New York City Councilman James Gennaro, a trained geologist who heads up the council’s environmental committee, believes that the surface impacts of drilling alone represent a prima facie case for an outright ban on drilling in any environmentally sensitive area. “Even if you didn’t inject one drop of ‘fracking fluid’ into the ground, just setting up the wellhead, with the drilling pad and all the trucking involved, are activities that will lead to the degradation of the city’s water supply,” says Gennaro. NYDEC, for its part, says that it won’t permit drilling in any watershed unless that watershed can be “fully protected.”

Scott Roberts, who heads up mining regulation in Pennsylvania, does not discount the challenge that his division faces. In particular, he says, cleaning up the polluted water “is the 800-pound gorilla here. Just pumping it back out and impounding it is not dealing with it.”

There has been some discussion in the industry of pumping the brine back underground, a solution that Carol Collier, executive director of the Delaware River Basin Commission, describes as “a little squirrelly.” Pennsylvania’s Roberts is similarly skeptical of a back-to-the-ground solution and thinks that ultimately industry itself is going to have to take the lead in building facilities to clean up the discharge water.

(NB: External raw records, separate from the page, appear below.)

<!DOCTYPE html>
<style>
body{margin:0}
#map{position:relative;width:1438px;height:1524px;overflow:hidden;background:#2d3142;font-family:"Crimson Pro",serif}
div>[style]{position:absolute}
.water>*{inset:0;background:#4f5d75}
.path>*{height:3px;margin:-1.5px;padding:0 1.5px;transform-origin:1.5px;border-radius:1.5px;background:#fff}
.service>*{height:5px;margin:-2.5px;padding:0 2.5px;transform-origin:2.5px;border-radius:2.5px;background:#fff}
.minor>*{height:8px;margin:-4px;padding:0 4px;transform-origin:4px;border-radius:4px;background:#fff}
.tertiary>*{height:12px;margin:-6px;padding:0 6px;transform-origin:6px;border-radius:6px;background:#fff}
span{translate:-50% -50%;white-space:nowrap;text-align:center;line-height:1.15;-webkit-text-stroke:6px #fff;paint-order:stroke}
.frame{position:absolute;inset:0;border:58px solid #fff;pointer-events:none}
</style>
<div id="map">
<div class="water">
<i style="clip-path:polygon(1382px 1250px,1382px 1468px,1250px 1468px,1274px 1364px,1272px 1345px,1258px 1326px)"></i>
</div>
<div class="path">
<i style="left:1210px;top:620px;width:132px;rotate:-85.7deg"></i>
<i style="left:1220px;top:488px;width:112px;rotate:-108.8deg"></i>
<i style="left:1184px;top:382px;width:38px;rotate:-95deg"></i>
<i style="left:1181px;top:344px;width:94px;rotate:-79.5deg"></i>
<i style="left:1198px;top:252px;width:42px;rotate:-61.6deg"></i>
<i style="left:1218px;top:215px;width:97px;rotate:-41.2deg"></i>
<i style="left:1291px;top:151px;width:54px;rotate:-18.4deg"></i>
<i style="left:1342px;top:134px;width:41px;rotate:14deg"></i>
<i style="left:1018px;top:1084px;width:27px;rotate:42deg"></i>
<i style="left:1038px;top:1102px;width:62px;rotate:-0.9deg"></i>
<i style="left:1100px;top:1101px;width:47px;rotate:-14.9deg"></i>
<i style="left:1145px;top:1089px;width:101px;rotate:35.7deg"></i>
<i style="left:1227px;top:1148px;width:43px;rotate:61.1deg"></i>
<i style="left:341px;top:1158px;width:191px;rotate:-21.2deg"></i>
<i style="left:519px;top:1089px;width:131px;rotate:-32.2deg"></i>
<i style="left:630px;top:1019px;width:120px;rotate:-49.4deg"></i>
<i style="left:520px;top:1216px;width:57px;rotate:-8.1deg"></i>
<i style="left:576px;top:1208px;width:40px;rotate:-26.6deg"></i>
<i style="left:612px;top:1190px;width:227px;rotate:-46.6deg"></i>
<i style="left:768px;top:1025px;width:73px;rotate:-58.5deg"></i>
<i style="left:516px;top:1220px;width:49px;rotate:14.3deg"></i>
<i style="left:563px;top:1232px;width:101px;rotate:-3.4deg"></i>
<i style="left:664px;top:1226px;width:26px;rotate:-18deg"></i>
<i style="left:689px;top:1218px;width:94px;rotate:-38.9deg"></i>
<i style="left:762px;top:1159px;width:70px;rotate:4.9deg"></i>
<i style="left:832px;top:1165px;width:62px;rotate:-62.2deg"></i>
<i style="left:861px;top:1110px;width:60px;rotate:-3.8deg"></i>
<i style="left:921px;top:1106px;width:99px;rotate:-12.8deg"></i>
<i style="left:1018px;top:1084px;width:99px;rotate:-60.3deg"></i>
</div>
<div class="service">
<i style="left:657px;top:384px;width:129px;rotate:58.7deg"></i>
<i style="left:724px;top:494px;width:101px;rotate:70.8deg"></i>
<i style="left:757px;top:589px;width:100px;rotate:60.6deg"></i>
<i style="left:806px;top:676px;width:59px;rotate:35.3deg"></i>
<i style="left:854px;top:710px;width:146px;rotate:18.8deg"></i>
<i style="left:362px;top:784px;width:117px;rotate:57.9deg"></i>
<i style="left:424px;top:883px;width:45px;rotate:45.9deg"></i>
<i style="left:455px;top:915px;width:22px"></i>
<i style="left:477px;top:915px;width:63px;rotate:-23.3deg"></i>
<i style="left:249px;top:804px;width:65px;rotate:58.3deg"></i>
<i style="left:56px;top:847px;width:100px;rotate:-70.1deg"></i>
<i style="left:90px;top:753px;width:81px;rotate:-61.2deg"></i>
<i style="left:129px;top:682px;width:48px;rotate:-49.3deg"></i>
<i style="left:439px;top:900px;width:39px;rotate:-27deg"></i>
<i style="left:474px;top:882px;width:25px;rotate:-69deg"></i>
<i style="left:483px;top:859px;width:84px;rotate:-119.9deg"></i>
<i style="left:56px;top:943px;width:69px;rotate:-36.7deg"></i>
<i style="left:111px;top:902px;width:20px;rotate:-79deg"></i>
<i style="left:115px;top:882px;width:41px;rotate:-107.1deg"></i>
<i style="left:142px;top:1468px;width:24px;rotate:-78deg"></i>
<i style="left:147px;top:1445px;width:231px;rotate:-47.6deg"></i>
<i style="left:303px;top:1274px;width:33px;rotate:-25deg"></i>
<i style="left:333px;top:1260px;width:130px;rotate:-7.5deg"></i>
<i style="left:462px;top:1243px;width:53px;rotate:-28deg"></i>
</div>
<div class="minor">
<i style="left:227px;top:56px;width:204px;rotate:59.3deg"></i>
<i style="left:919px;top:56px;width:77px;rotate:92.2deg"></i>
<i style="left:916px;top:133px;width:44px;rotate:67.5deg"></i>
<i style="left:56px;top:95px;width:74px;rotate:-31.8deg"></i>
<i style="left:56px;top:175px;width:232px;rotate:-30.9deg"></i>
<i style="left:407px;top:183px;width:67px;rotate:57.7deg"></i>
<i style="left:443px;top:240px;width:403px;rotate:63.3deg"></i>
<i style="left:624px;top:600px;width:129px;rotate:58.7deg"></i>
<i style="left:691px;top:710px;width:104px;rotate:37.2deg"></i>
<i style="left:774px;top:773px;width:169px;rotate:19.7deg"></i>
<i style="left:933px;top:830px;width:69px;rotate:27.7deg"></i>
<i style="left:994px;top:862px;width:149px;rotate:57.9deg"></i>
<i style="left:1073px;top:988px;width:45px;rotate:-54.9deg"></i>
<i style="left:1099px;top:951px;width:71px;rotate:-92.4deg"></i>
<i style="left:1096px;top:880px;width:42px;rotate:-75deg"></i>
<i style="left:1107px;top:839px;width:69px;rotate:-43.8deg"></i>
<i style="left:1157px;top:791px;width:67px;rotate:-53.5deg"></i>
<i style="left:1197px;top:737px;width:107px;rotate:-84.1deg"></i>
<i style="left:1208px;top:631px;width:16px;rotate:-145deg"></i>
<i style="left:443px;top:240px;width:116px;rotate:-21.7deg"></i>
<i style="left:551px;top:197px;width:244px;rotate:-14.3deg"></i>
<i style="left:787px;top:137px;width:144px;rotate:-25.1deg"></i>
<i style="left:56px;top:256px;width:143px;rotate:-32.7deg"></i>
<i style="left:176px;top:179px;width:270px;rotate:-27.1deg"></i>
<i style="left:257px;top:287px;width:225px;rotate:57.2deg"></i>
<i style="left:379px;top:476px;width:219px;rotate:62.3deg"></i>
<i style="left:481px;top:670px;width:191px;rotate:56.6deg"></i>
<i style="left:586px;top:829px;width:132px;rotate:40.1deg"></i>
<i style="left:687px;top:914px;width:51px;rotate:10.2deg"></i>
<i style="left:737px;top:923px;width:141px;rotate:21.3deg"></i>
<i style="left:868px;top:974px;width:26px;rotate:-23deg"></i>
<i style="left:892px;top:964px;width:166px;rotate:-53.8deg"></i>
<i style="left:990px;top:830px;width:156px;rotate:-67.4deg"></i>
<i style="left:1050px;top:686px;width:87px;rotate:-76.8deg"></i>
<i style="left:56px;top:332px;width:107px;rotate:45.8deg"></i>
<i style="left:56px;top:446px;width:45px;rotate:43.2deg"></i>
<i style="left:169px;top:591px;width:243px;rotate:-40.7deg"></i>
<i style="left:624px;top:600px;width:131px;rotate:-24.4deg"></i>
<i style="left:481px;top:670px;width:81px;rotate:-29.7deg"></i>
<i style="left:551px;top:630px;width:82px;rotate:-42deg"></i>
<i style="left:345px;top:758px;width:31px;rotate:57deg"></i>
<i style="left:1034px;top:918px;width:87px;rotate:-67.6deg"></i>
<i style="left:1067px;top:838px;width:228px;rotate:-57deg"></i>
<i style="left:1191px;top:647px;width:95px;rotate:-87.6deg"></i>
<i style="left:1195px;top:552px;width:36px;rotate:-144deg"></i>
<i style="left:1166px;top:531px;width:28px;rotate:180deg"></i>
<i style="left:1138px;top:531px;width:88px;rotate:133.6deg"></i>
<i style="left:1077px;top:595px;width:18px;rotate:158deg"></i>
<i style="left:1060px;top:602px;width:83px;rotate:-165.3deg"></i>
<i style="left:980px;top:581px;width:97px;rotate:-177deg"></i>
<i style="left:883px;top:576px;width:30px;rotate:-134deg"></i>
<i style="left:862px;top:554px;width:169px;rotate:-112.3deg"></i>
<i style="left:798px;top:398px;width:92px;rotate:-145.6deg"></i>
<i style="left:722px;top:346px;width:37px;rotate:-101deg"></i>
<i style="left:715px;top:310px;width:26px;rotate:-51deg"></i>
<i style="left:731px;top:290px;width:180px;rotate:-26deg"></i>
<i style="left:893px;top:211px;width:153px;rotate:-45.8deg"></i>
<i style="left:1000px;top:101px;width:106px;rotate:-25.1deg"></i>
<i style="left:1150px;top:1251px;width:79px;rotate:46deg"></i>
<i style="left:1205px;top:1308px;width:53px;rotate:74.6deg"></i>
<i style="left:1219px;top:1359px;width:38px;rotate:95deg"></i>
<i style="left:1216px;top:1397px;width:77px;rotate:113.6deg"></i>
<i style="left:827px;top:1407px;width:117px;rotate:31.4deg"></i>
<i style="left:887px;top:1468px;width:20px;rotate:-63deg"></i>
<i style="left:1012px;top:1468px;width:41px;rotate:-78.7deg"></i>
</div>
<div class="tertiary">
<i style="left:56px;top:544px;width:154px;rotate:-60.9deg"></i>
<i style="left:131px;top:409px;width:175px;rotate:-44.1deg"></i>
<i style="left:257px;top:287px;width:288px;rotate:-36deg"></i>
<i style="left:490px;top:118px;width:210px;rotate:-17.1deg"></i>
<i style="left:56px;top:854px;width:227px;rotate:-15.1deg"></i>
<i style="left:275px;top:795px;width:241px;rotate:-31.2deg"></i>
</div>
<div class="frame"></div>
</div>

While Pennsylvania regulators and the river-basin commissions debate these issues, New York continues to work on its draft generic environmental impact statement. However, those both inside and outside of New York State government worry about NYDEC’s capacity to regulate drilling in the Marcellus Shale Play. The NYDEC division that oversees mining and drilling is one of the agency’s smallest sections. A request for 30 new staff members was stripped out of this year’s budget in the face of New York’s abysmal fiscal situation.

NYDEC refutes the characterization that it’s not up to the task of regulating hydrofrack wells. In an e-mail response to questions, an agency spokesperson noted that one out of 10 wells currently operating in New York were hydrofracked, and that so far there have been no adverse environmental impacts associated with any of them. As for the manpower shortage, NYDEC notes, “There have not been and will be no shortcuts in permitting—every well application will get all due scrutiny and oversight. The only impact of more staff would be that more permits could be processed in a given time period.”

It’s not a statement that inspires confidence among hydrofracking’s opponents, who would prefer that new staff be devoted to regulation rather than to pushing permits through the system. But given the fiscal realities, it will probably have to do. Even NYDEC’s critics agree that the Marcellus Shale Play is going to be extensively tapped one way or the other. The trick is going to be finding a way, despite budget shortfalls, to do it without compromising the environment or public health.

“When you look at it, we’re trying to walk a line,” says the Delaware River Basin’s Collier. “Clearly, there’s an economic benefit to the gas, and there’s value from the standpoint of national energy policy. But it is only going to be beneficial if it is done wisely and minimizes the impact to all natural resources.”